A meteor entering the atmosphere, as seen from the International Space Station. Image credit: NASA
A “shooting star” is what we see when little (and sometimes not so little) bits of cosmic debris enter our atmosphere and burn up due to the friction they encounter as they pass through the air at the very high speeds at which they travel. The proper name for a shooting star is “meteor”. If the meteor is large enough that some of it survives its fiery passage through the atmosphere and hits the ground, it is referred to as a “meteorite”. If you’ve ever been to see the gigantic “Meteor Crater” in the desert outside Winslow, Arizona, you have seen the result of the impact of a fairly large (house-sized) meteorite made primarily of iron and nickel with the ground. It should be called “Meteorite Crater”, but that’s probably not going to happen. About 50,000 years ago, this meteorite hit the ground going about 8 miles per second, leaving a crater about 4000 feet in diameter. Today, it is about 560 feet deep and the rim of the crater rises about 150 feet above the surrounding ground level. It was originally about 100 feet deeper with the rim about 50 or 75 feet higher, but erosion by wind and rain have worn down the rim and caused some sediment to accumulate in the bowl of the crater. The impact was so powerful that most of the meteorite was vaporized when it hit, and some of the soil and rock on the ground were fused into a grainy, sandstone-like rock. I have a little piece of it.
The Arizona crater is still there to see (and you should see it, if you ever get out to Arizona, along with the Grand Canyon, the Petrified Forest and the Painted Desert) because it’s in a fairly dry location, where wind and water haven’t had much time to erode it away. The Earth has been pummeled with thousands of similar impacts since its formation four-and-a-half billion years ago, but the erosion has erased most of the craters. Without erosion, the surface of the Earth would be almost as pockmarked and cratered as that of the Moon.
We still have run-ins with large meteors. In 2013, an asteroid that was in an orbit around the Sun that brought it too close to the Earth entered the atmosphere and exploded over Chelyabinsk, Russia. As it heated up, it grew brighter than the sun and when it exploded, the force generated (thirty times more than the atomic bomb dropped on Hiroshima) shattered windows for miles about, causing hundreds of injuries.

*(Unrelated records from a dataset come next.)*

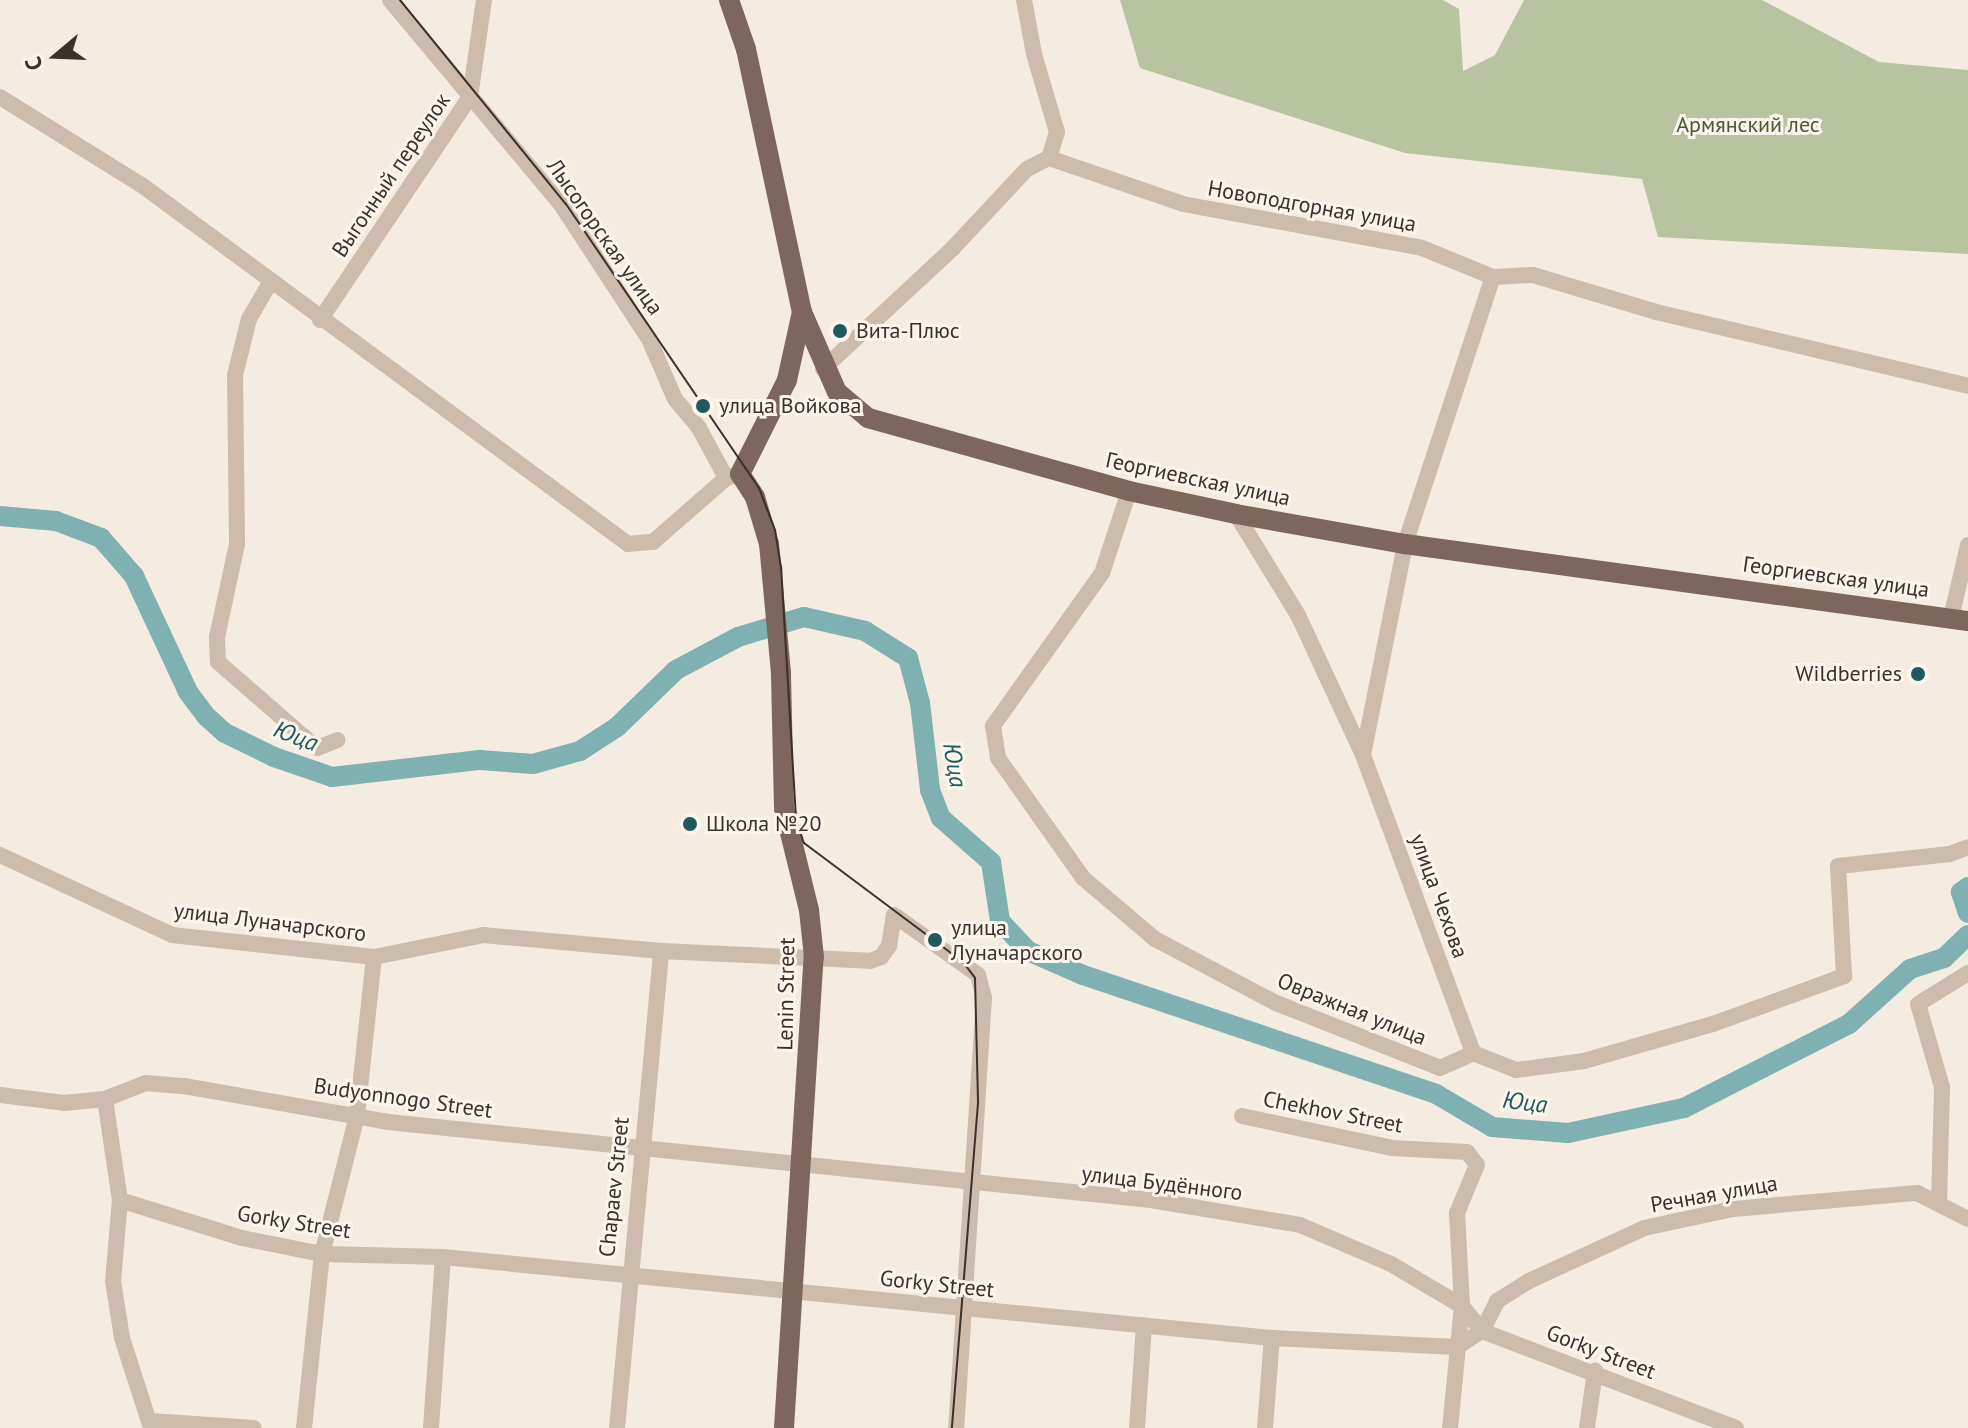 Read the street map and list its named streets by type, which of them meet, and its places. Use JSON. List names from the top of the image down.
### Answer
{
  "streets": {
    "main road": ["Георгиевская улица", "Lenin Street"],
    "street": [
      "Выгонный переулок",
      "Новоподгорная улица",
      "Лысогорская улица",
      "улица Чехова",
      "улица Луначарского",
      "Овражная улица",
      "Budyonnogo Street",
      "Chekhov Street",
      "улица Будённого",
      "Chapaev Street",
      "Речная улица",
      "Gorky Street"
    ]
  },
  "crossings": [
    ["Выгонный переулок", "Лысогорская улица"],
    ["Лысогорская улица", "Lenin Street"],
    ["Георгиевская улица", "улица Чехова"],
    ["Георгиевская улица", "Овражная улица"],
    ["улица Чехова", "Овражная улица"],
    ["улица Луначарского", "Lenin Street"],
    ["улица Луначарского", "улица Будённого"],
    ["улица Луначарского", "Chapaev Street"],
    ["Lenin Street", "Budyonnogo Street"],
    ["Lenin Street", "улица Будённого"],
    ["Lenin Street", "Gorky Street"],
    ["Budyonnogo Street", "улица Будённого"],
    ["Budyonnogo Street", "Chapaev Street"],
    ["Chekhov Street", "улица Будённого"],
    ["Chekhov Street", "Gorky Street"],
    ["улица Будённого", "Речная улица"],
    ["улица Будённого", "Gorky Street"],
    ["Chapaev Street", "Gorky Street"],
    ["Речная улица", "Gorky Street"]
  ],
  "water": ["Юца"],
  "parks": ["Армянский лес"],
  "places": [
    "Вита-Плюс",
    "улица Войкова",
    "Wildberries",
    "Школа №20",
    "улица Луначарского"
  ],
  "north": "left"
}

In 1908, another similar event occurred over the Tunguska River area in Siberia, although this one was of much greater power. No remnants of the meteor have been found, so it is unknown what is was made of. It is thought that, like the Chelyabinsk meteor, the Tunguska object exploded above the ground when it became superheated by the friction of its passage through the atmosphere. The explosion was so powerful that it flattened a forest for about 800 square miles, knocking down about 80 million trees. The circular pattern of destruction is still visible today. The explosion is estimated to have been equivalent to about 15 megatons of TNT (about 1000 times greater than the Hiroshima bomb). The shock wave generated by the explosion shook the Earth with a force equivalent to an earthquake registering 5.0 on the Richter Scale. The sound was heard hundreds of miles away, and the dust thrown up into the atmosphere made for interesting sunsets and other atmospheric effects all over the world for weeks afterwards.

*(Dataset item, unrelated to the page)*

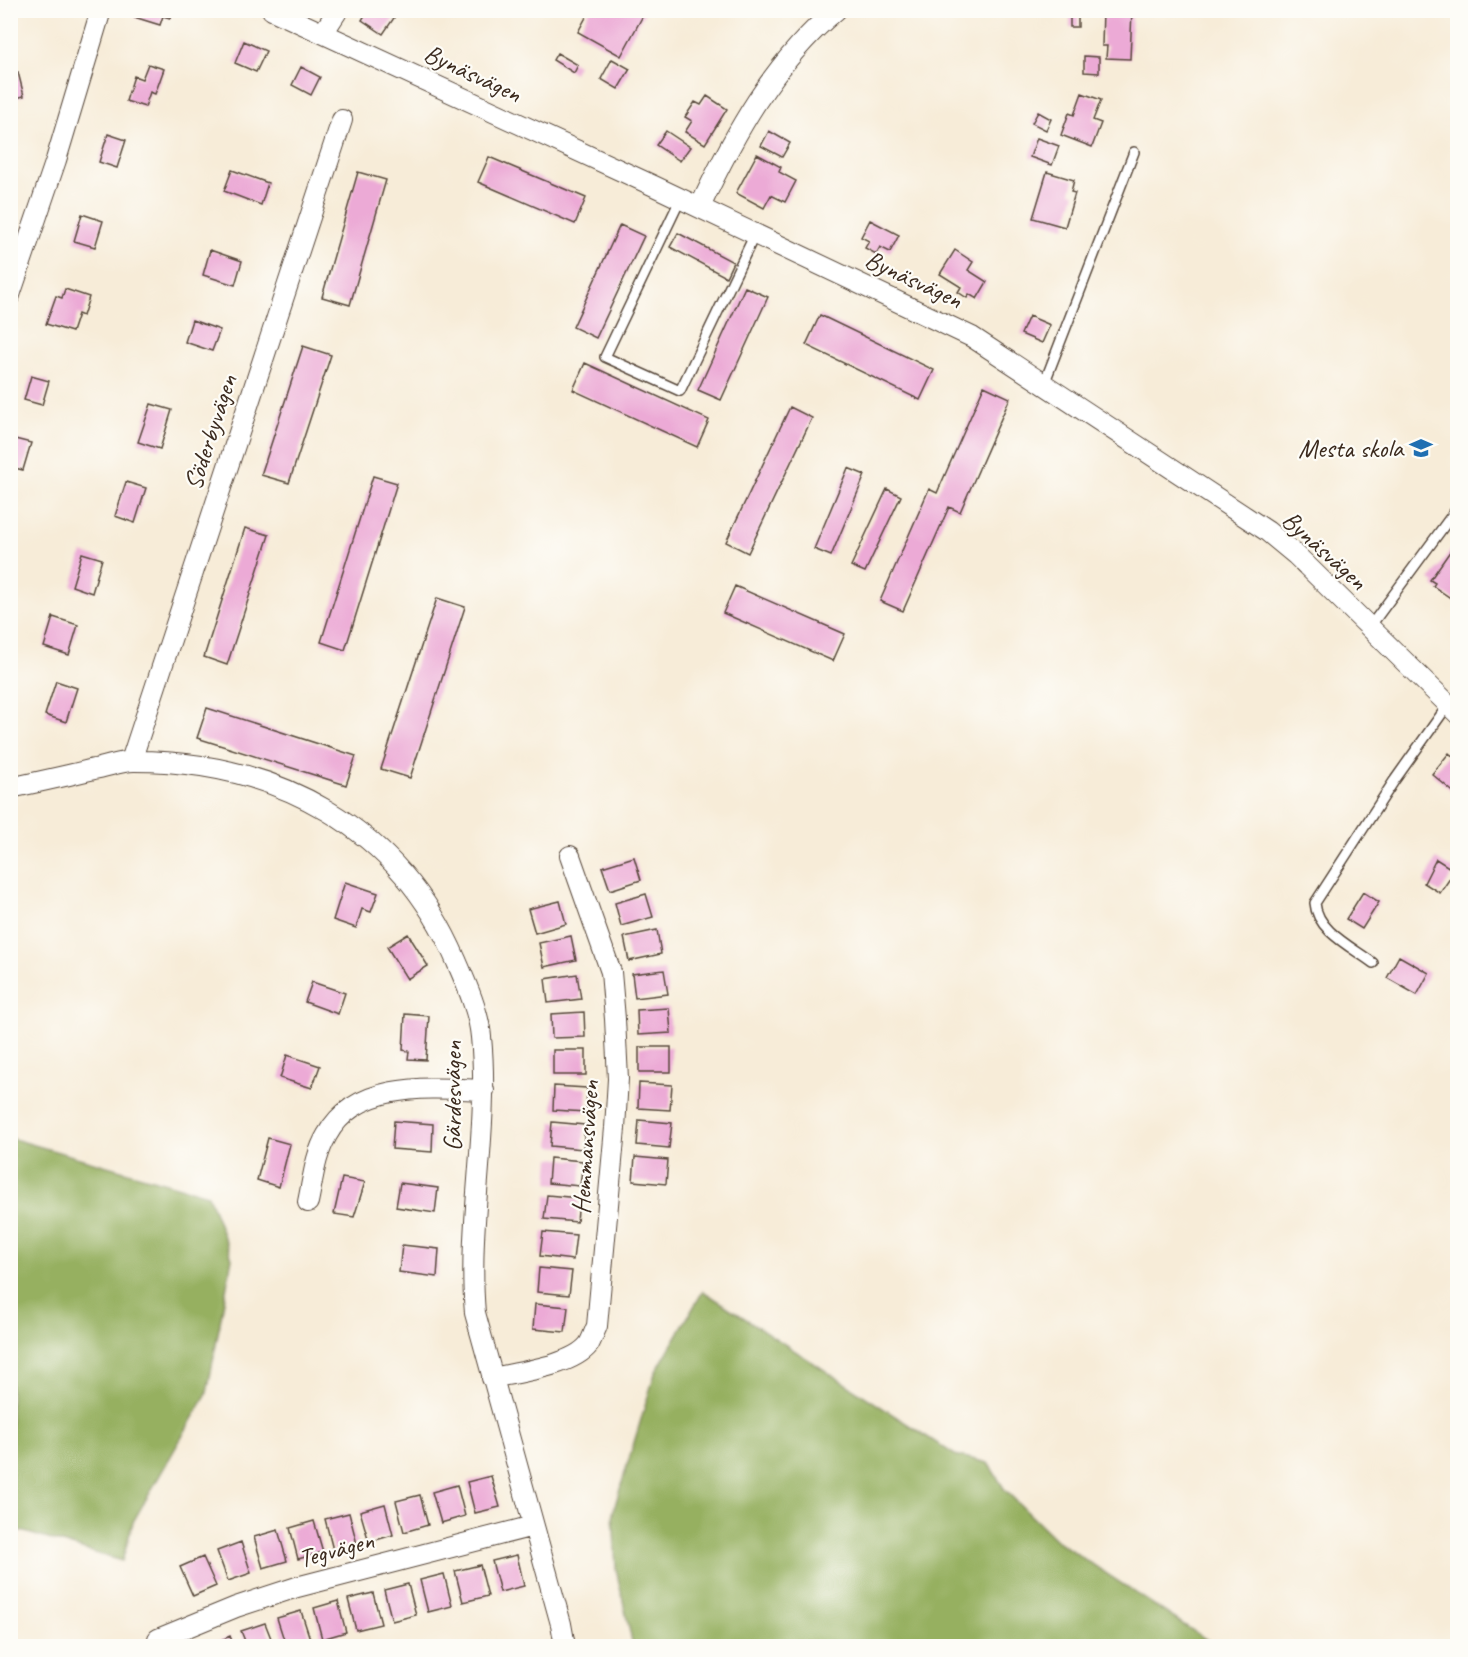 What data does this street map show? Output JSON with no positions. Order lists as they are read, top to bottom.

Another impact event you might have heard of is the one that supposedly caused an extinction event 65 million years ago. An asteroid, estimated to have been about 6 miles in diameter, impacted the Earth in the area of what is now the Yucatan Peninsula and the Gulf of Mexico. The energy of this impact was so great, equivalent to over one billion tons of TNT, that it threw so much debris into the atmosphere that sunlight was blocked over much of the Earth, causing drastic changes in the climate that led to the extinction of approximately 75% of all the plant and animal life on Earth, including the dinosaurs.

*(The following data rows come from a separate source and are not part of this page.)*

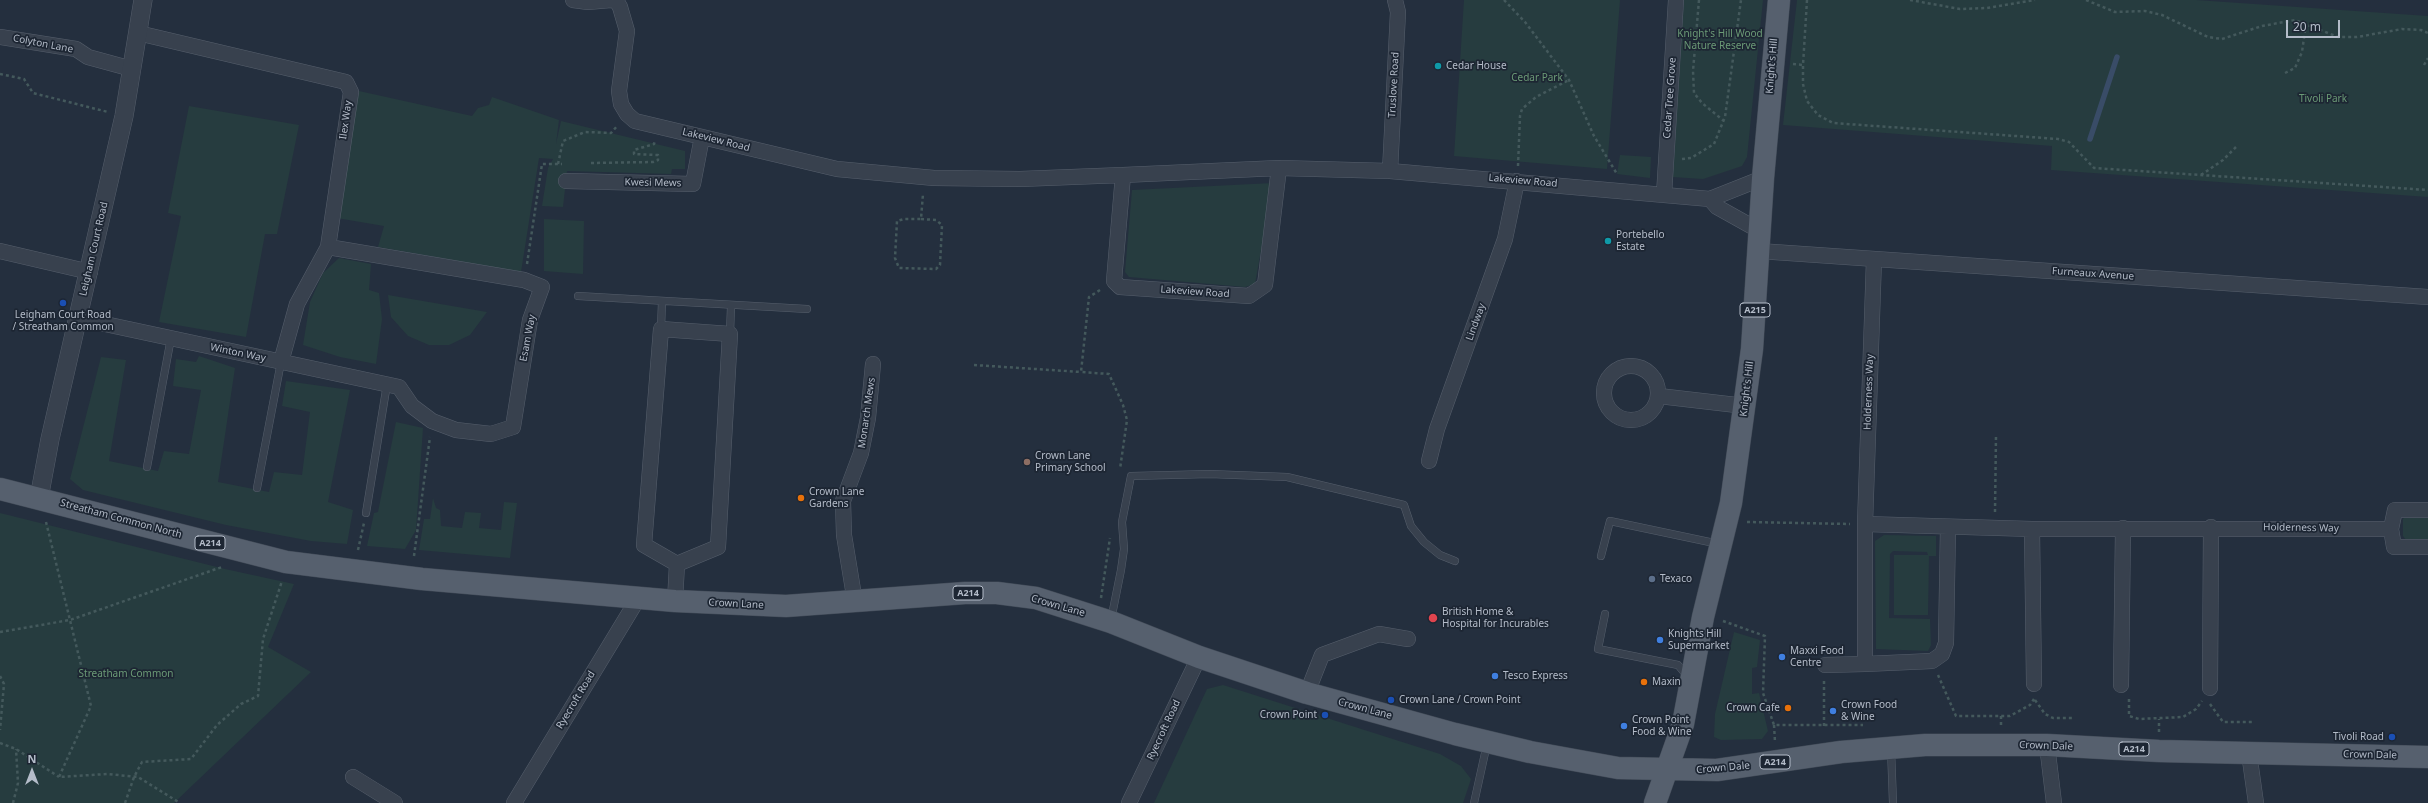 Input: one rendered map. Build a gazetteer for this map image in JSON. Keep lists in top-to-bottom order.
{
  "streets": {
    "main road": [
      "Knight's Hill",
      "A215",
      "Streatham Common North",
      "A214",
      "Crown Lane",
      "Crown Dale"
    ],
    "street": [
      "Colyton Lane",
      "Truslove Road",
      "Cedar Tree Grove",
      "Ilex Way",
      "Lakeview Road",
      "Kwesi Mews",
      "Leigham Court Road",
      "Furneaux Avenue",
      "Lindway",
      "Esam Way",
      "Winton Way",
      "Holderness Way",
      "Monarch Mews",
      "Ryecroft Road"
    ]
  },
  "crossings": [
    ["Colyton Lane", "Leigham Court Road"],
    ["Knight's Hill", "Lakeview Road"],
    ["Knight's Hill", "Furneaux Avenue"],
    ["Knight's Hill", "A215"],
    ["Knight's Hill", "Crown Lane"],
    ["Knight's Hill", "Crown Dale"],
    ["Truslove Road", "Lakeview Road"],
    ["Cedar Tree Grove", "Lakeview Road"],
    ["Ilex Way", "Leigham Court Road"],
    ["Ilex Way", "Esam Way"],
    ["Ilex Way", "Winton Way"],
    ["Lakeview Road", "Kwesi Mews"],
    ["Lakeview Road", "Lindway"],
    ["Leigham Court Road", "Winton Way"],
    ["Leigham Court Road", "Streatham Common North"],
    ["Furneaux Avenue", "Holderness Way"],
    ["A215", "Crown Lane"],
    ["A215", "Crown Dale"],
    ["Esam Way", "Winton Way"],
    ["Monarch Mews", "Crown Lane"],
    ["Streatham Common North", "Crown Lane"],
    ["Crown Lane", "Ryecroft Road"],
    ["Crown Lane", "Crown Dale"]
  ],
  "parks": [
    "Knight's Hill Wood Nature Reserve",
    "Cedar Park",
    "Tivoli Park",
    "Streatham Common"
  ],
  "places": [
    "Cedar House",
    "Portebello Estate",
    "Leigham Court Road / Streatham Common",
    "Crown Lane Primary School",
    "Crown Lane Gardens",
    "Texaco",
    "British Home & Hospital for Incurables",
    "Knights Hill Supermarket",
    "Maxxi Food Centre",
    "Tesco Express",
    "Maxin",
    "Crown Lane / Crown Point",
    "Crown Cafe",
    "Crown Food & Wine",
    "Crown Point",
    "Crown Point Food & Wine",
    "Tivoli Road"
  ],
  "scale_bar": "20 m",
  "north": "top"
}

So, over the course of the history of the Earth, impacts by other bodies moving through the area were not exactly rare. In fact, the very existence of Earth is a result of a whole lot of material slamming together to form the early planet, through a process called accretion. Picture taking a bunch of small lumps of clay and throwing them together, one by one, so they stick together, forming a bigger and bigger lump. This is the prevailing view of how the Earth originally formed. An impact between this early Earth and another really large planet-sized body, knocking off a big chunk of the Earth, is what likely formed the Moon.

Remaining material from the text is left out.